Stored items
____________
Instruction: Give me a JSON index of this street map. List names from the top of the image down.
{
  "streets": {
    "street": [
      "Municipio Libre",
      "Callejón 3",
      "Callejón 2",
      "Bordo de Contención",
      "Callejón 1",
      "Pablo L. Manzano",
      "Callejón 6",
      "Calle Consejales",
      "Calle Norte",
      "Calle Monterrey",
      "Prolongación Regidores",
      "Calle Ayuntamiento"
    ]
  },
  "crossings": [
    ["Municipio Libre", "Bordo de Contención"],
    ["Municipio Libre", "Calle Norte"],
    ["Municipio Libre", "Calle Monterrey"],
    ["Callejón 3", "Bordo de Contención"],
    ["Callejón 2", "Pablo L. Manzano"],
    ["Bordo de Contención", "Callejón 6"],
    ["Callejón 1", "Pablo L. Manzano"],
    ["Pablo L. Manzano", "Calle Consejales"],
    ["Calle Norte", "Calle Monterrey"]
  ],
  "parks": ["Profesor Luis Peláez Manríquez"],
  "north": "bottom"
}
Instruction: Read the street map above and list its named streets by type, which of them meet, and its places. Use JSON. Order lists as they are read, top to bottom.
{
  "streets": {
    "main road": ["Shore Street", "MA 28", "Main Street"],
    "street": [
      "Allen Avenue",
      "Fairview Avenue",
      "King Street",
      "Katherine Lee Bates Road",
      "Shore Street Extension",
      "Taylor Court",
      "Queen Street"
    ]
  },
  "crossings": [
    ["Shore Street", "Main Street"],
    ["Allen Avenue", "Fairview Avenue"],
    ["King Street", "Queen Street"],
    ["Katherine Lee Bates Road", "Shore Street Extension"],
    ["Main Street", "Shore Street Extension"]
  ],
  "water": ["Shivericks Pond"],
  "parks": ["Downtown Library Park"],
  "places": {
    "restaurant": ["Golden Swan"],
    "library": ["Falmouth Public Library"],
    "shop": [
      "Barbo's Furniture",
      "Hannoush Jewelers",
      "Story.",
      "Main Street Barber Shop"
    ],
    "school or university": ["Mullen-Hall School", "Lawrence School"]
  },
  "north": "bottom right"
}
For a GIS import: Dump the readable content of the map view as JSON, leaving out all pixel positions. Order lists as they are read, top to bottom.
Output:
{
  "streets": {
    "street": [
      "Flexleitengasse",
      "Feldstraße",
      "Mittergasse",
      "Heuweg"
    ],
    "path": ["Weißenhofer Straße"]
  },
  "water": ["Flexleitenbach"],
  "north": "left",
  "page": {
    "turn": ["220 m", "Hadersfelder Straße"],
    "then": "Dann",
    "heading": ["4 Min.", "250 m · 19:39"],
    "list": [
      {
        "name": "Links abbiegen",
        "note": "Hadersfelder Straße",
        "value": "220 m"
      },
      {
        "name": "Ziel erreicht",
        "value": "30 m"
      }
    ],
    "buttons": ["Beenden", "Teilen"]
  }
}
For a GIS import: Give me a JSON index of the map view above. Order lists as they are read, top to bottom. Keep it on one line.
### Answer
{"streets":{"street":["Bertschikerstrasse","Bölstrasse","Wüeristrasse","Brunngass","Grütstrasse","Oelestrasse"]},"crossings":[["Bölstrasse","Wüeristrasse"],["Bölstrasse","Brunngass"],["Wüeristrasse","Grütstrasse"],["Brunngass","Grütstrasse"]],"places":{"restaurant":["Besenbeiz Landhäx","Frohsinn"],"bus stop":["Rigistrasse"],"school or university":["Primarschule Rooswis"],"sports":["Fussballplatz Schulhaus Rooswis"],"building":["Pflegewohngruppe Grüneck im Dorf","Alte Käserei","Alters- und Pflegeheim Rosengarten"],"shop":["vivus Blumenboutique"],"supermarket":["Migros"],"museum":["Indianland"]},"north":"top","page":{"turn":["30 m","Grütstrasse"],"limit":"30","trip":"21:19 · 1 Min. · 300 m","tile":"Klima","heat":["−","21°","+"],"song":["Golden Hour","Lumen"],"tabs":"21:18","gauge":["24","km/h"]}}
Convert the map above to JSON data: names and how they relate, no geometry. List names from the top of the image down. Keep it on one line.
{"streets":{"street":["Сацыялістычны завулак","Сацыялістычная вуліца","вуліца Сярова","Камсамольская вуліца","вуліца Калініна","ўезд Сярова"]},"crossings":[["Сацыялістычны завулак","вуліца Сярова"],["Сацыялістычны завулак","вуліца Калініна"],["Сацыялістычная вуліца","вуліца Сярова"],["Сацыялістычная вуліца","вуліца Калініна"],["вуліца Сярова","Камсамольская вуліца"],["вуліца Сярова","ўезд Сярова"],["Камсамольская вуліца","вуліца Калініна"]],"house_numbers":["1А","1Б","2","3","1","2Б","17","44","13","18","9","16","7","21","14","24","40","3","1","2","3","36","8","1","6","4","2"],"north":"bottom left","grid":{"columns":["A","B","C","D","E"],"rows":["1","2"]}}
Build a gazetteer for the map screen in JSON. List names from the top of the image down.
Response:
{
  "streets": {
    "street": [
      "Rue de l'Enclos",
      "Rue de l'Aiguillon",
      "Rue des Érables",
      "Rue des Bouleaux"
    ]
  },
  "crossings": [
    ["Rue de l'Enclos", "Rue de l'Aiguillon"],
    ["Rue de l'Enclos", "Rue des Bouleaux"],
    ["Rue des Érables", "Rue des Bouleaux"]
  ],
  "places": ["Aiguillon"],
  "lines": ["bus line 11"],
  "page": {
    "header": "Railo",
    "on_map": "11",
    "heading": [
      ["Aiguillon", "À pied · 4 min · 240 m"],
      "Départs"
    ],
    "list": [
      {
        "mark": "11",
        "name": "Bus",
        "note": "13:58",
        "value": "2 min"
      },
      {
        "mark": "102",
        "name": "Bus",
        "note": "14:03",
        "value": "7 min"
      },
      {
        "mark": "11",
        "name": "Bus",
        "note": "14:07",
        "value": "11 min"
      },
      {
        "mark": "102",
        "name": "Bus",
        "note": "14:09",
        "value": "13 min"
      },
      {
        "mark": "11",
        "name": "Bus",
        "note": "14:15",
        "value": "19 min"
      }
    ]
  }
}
____________
Assignment
Repeat each entry above, keeping every word exact.

Result for this task
Instruction: Give me a JSON index of this street map. List names from the top of the image down.
{
  "streets": {
    "street": [
      "Municipio Libre",
      "Callejón 3",
      "Callejón 2",
      "Bordo de Contención",
      "Callejón 1",
      "Pablo L. Manzano",
      "Callejón 6",
      "Calle Consejales",
      "Calle Norte",
      "Calle Monterrey",
      "Prolongación Regidores",
      "Calle Ayuntamiento"
    ]
  },
  "crossings": [
    ["Municipio Libre", "Bordo de Contención"],
    ["Municipio Libre", "Calle Norte"],
    ["Municipio Libre", "Calle Monterrey"],
    ["Callejón 3", "Bordo de Contención"],
    ["Callejón 2", "Pablo L. Manzano"],
    ["Bordo de Contención", "Callejón 6"],
    ["Callejón 1", "Pablo L. Manzano"],
    ["Pablo L. Manzano", "Calle Consejales"],
    ["Calle Norte", "Calle Monterrey"]
  ],
  "parks": ["Profesor Luis Peláez Manríquez"],
  "north": "bottom"
}
Instruction: Read the street map above and list its named streets by type, which of them meet, and its places. Use JSON. Order lists as they are read, top to bottom.
{
  "streets": {
    "main road": ["Shore Street", "MA 28", "Main Street"],
    "street": [
      "Allen Avenue",
      "Fairview Avenue",
      "King Street",
      "Katherine Lee Bates Road",
      "Shore Street Extension",
      "Taylor Court",
      "Queen Street"
    ]
  },
  "crossings": [
    ["Shore Street", "Main Street"],
    ["Allen Avenue", "Fairview Avenue"],
    ["King Street", "Queen Street"],
    ["Katherine Lee Bates Road", "Shore Street Extension"],
    ["Main Street", "Shore Street Extension"]
  ],
  "water": ["Shivericks Pond"],
  "parks": ["Downtown Library Park"],
  "places": {
    "restaurant": ["Golden Swan"],
    "library": ["Falmouth Public Library"],
    "shop": [
      "Barbo's Furniture",
      "Hannoush Jewelers",
      "Story.",
      "Main Street Barber Shop"
    ],
    "school or university": ["Mullen-Hall School", "Lawrence School"]
  },
  "north": "bottom right"
}
For a GIS import: Dump the readable content of the map view as JSON, leaving out all pixel positions. Order lists as they are read, top to bottom.
Output:
{
  "streets": {
    "street": [
      "Flexleitengasse",
      "Feldstraße",
      "Mittergasse",
      "Heuweg"
    ],
    "path": ["Weißenhofer Straße"]
  },
  "water": ["Flexleitenbach"],
  "north": "left",
  "page": {
    "turn": ["220 m", "Hadersfelder Straße"],
    "then": "Dann",
    "heading": ["4 Min.", "250 m · 19:39"],
    "list": [
      {
        "name": "Links abbiegen",
        "note": "Hadersfelder Straße",
        "value": "220 m"
      },
      {
        "name": "Ziel erreicht",
        "value": "30 m"
      }
    ],
    "buttons": ["Beenden", "Teilen"]
  }
}
For a GIS import: Give me a JSON index of the map view above. Order lists as they are read, top to bottom. Keep it on one line.
### Answer
{"streets":{"street":["Bertschikerstrasse","Bölstrasse","Wüeristrasse","Brunngass","Grütstrasse","Oelestrasse"]},"crossings":[["Bölstrasse","Wüeristrasse"],["Bölstrasse","Brunngass"],["Wüeristrasse","Grütstrasse"],["Brunngass","Grütstrasse"]],"places":{"restaurant":["Besenbeiz Landhäx","Frohsinn"],"bus stop":["Rigistrasse"],"school or university":["Primarschule Rooswis"],"sports":["Fussballplatz Schulhaus Rooswis"],"building":["Pflegewohngruppe Grüneck im Dorf","Alte Käserei","Alters- und Pflegeheim Rosengarten"],"shop":["vivus Blumenboutique"],"supermarket":["Migros"],"museum":["Indianland"]},"north":"top","page":{"turn":["30 m","Grütstrasse"],"limit":"30","trip":"21:19 · 1 Min. · 300 m","tile":"Klima","heat":["−","21°","+"],"song":["Golden Hour","Lumen"],"tabs":"21:18","gauge":["24","km/h"]}}
Convert the map above to JSON data: names and how they relate, no geometry. List names from the top of the image down. Keep it on one line.
{"streets":{"street":["Сацыялістычны завулак","Сацыялістычная вуліца","вуліца Сярова","Камсамольская вуліца","вуліца Калініна","ўезд Сярова"]},"crossings":[["Сацыялістычны завулак","вуліца Сярова"],["Сацыялістычны завулак","вуліца Калініна"],["Сацыялістычная вуліца","вуліца Сярова"],["Сацыялістычная вуліца","вуліца Калініна"],["вуліца Сярова","Камсамольская вуліца"],["вуліца Сярова","ўезд Сярова"],["Камсамольская вуліца","вуліца Калініна"]],"house_numbers":["1А","1Б","2","3","1","2Б","17","44","13","18","9","16","7","21","14","24","40","3","1","2","3","36","8","1","6","4","2"],"north":"bottom left","grid":{"columns":["A","B","C","D","E"],"rows":["1","2"]}}
Build a gazetteer for the map screen in JSON. List names from the top of the image down.
Response:
{
  "streets": {
    "street": [
      "Rue de l'Enclos",
      "Rue de l'Aiguillon",
      "Rue des Érables",
      "Rue des Bouleaux"
    ]
  },
  "crossings": [
    ["Rue de l'Enclos", "Rue de l'Aiguillon"],
    ["Rue de l'Enclos", "Rue des Bouleaux"],
    ["Rue des Érables", "Rue des Bouleaux"]
  ],
  "places": ["Aiguillon"],
  "lines": ["bus line 11"],
  "page": {
    "header": "Railo",
    "on_map": "11",
    "heading": [
      ["Aiguillon", "À pied · 4 min · 240 m"],
      "Départs"
    ],
    "list": [
      {
        "mark": "11",
        "name": "Bus",
        "note": "13:58",
        "value": "2 min"
      },
      {
        "mark": "102",
        "name": "Bus",
        "note": "14:03",
        "value": "7 min"
      },
      {
        "mark": "11",
        "name": "Bus",
        "note": "14:07",
        "value": "11 min"
      },
      {
        "mark": "102",
        "name": "Bus",
        "note": "14:09",
        "value": "13 min"
      },
      {
        "mark": "11",
        "name": "Bus",
        "note": "14:15",
        "value": "19 min"
      }
    ]
  }
}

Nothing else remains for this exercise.